Jacques Seara n’a jamais été en opération en Centrafrique, mais il a pu, en préparant son expertise pour la défense, rencontrer des officiers congolais et centrafricains. Selon l’expert, qui reconnaît raisonner sur ce point par déduction, les objectifs du Conseil de défense mis sur pied au début de la guerre en Centrafrique, en octobre 2002, devaient être « de libérer la capitale et dans une seconde phase, de repousser les rebelles jusqu’aux frontières du Tchad puisqu’ils [les rebelles de François Bozizé] venaient du Tchad ».
Les forces de l’Armée de libération du Congo (ALC), le bras armé du Mouvement pour la libération du Congo (MLC) présidé par l’accusé, avaient été appelées en renfort par le président centrafricain d’alors, Ange-Félix Patassé, pour contrer la rébellion de François Bozizé. Interrogé par maître Kilolo, l’expert a estimé qu’« à partir du moment où le président Patassé a fait appel à l’ALC pour obtenir un renfort, il appartenait à l’Etat-major de l’intégrer aux autres forces centrafricaines (…) de façon à planifier, articuler, coordonner l’action de ces différentes forces ».

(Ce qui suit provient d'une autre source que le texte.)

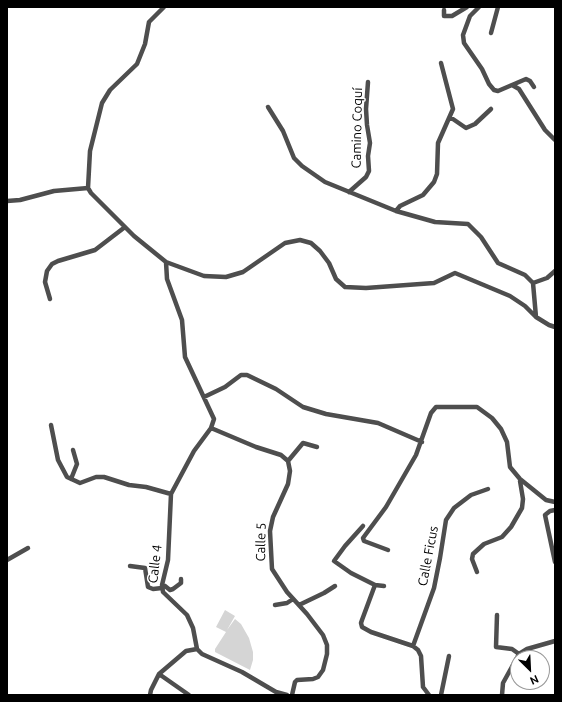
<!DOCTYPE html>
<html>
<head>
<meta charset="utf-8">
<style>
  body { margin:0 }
  #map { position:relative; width:562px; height:702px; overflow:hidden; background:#fff; font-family:Ubuntu,sans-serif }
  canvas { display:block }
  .frame { position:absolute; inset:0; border:8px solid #000; pointer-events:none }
  .north { position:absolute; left:510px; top:650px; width:40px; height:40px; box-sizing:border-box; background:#fff; border:1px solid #999; border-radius:50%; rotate:156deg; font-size:11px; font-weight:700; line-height:16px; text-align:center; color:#000 }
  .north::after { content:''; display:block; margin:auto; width:14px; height:18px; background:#000; clip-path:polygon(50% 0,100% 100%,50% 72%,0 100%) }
</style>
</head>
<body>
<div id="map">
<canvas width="562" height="702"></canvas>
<div class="frame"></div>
<div class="north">N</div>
</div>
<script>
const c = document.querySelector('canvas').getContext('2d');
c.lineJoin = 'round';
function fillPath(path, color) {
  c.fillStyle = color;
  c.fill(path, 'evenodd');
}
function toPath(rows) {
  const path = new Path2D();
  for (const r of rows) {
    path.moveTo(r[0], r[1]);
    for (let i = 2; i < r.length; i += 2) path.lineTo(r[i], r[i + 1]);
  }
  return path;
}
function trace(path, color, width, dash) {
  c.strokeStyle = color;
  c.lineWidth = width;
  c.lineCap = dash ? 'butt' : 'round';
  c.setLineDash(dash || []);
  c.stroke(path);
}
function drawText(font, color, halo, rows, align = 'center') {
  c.font = font + ' Ubuntu,sans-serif';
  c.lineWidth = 3;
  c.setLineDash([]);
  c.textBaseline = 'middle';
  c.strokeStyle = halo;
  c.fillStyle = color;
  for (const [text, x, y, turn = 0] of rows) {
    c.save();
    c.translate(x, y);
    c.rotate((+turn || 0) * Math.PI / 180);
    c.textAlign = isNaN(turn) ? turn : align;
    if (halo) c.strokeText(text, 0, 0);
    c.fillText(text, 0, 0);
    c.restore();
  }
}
fillPath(toPath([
  [225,610,235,616,227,630,235,619,241,624,249,638,253,652,253,660,250,670,215,652,215,649,226,632,216,627]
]), '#d5d5d5');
trace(toPath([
  [164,7,149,22,145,44,137,64,110,90,102,103,90,151,88,188,91,193,134,236,166,262,204,276,226,277,243,272,285,243,300,240,311,243,320,251,329,263,336,279,345,287,366,288,434,283,455,273,510,296,525,306,536,317,549,325,555,327],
  [479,7,470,16,463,35,464,43,482,69,489,84,494,90,498,91,526,79,530,81,534,87],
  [444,10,444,16,452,16,467,7],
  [491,33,498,7],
  [512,85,519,89,545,130,555,140],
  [268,107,283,131,294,158,302,166,325,182,396,211,435,222,468,224,481,237,498,263,525,275,533,283,536,317],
  [450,117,466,128,475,124,491,109],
  [349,192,366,177,369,171,368,156,370,143,367,125,366,109,368,82],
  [7,201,20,200,54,191,88,188],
  [396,211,400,206,423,195,434,182,437,174,438,143,453,109,441,63],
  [166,262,167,279,182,320,185,357,214,419,211,428,194,451,171,494,168,560,162,585,163,592,187,615,193,628,197,649,202,654,242,672,276,692,287,695],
  [533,283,547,278,555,271],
  [50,299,45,282,47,271,52,264,58,261,95,250,125,227],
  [204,397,225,387,241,375,247,375,276,389,303,407,326,414,378,423,422,442],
  [51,425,58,460,67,477,80,483,96,477,104,477,129,485,146,487,171,494],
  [211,428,256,447,281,455,288,461,290,471,288,484,273,517,270,531,272,569,287,592,307,614,323,635,327,645,327,654,323,670,318,677,313,679,297,680,295,682,292,695],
  [288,461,303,443,317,447],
  [71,479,77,464,73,450],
  [555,510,550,511,545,515,555,562],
  [363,526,345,546,334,561,351,573,375,585,384,586],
  [388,550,364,541,363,538,386,507,416,455,431,413,436,407,477,407,492,418,501,429,507,442,510,467,520,479,546,500,555,502],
  [7,560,28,548],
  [130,566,145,568,148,587,153,589,162,588],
  [477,572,472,559,473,554,484,544,502,537,511,527,522,508,523,499,520,481],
  [162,585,165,586,170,590,173,589,181,583,181,579],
  [375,585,362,620,361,623,362,627,371,632,413,646,418,650,421,656,423,687,429,695],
  [275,605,287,603,293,599],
  [299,605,324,593,335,586],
  [497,615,496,647,512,649,519,654],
  [413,646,434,588,440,558,446,520,454,508,471,495,488,489],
  [159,674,189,695],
  [150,695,151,690,159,674,186,651,197,649],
  [441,695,449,656],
  [502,695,503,683,519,654,527,649,555,641]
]), '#4e4e4e', 4.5);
drawText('13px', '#000', '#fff', [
  ["Camino Coquí",357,128,-89],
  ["Calle 5",261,542,-89],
  ["Calle Ficus",428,556,-79],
  ["Calle 4",155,564,-83]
]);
</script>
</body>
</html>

L’une des thèses de Jean-Pierre Bemba est de dire qu’une fois envoyés sur le terrain en Centrafrique, ses soldats étaient placés sous le commandement de la Centrafrique, seule responsable de leurs actes. « Qui était le commandant du théâtre sur lequel les troupes du MLC ont mené des opérations entre octobre 2002 et mars 2003 ? » a interrogé maître Kilolo. « C’était le général Mazi par délégation. Puis le général Bombayaké, parce que le président Patassé en avait décidé ainsi. »
L’avocat de la défense a tenté de décrédibiliser la thèse d’un commandement parallèle. « Je n’en ai trouvé aucune trace dans les documents que j’ai exploités, a affirmé le témoin. Je ne vois pas comment plusieurs chaînes de commandements peuvent intervenir alors que les objectifs étaient clairs : rétablir l’Etat de droit et remettre le pays dans ses frontières. Il ne peut pas y avoir d’électron libre (…) Sinon, on n’est plus dans un cadre militaire mais dans un cadre de banditisme ou chacun travaille selon ses intérêts. »
Pointé à de nombreuses reprises par les témoins de l’accusation lors de la première phase du procès, le colonel Moustafa, qui émargeait à l’ALC, ne pouvait pas mener sa propre guerre, selon le témoin. « S’ils menaient leur propre guerre, dans quel but, dans quel objectif, pour quoi faire ? » s’est interrogé l’expert. « Ils ne menaient pas leur guerre à eux mais la guerre que voulait conduire la république Centrafricaine », a-t-il encore affirmé. Sa déposition se poursuit.
Le procès de Jean-Pierre Bemba a commencé en novembre 2010. Lors de la première partie du procès, le procureur a appelé 40 témoins à la barre. La défense a huit mois pour présenter ses 63 témoins, dont l’accusé lui-même.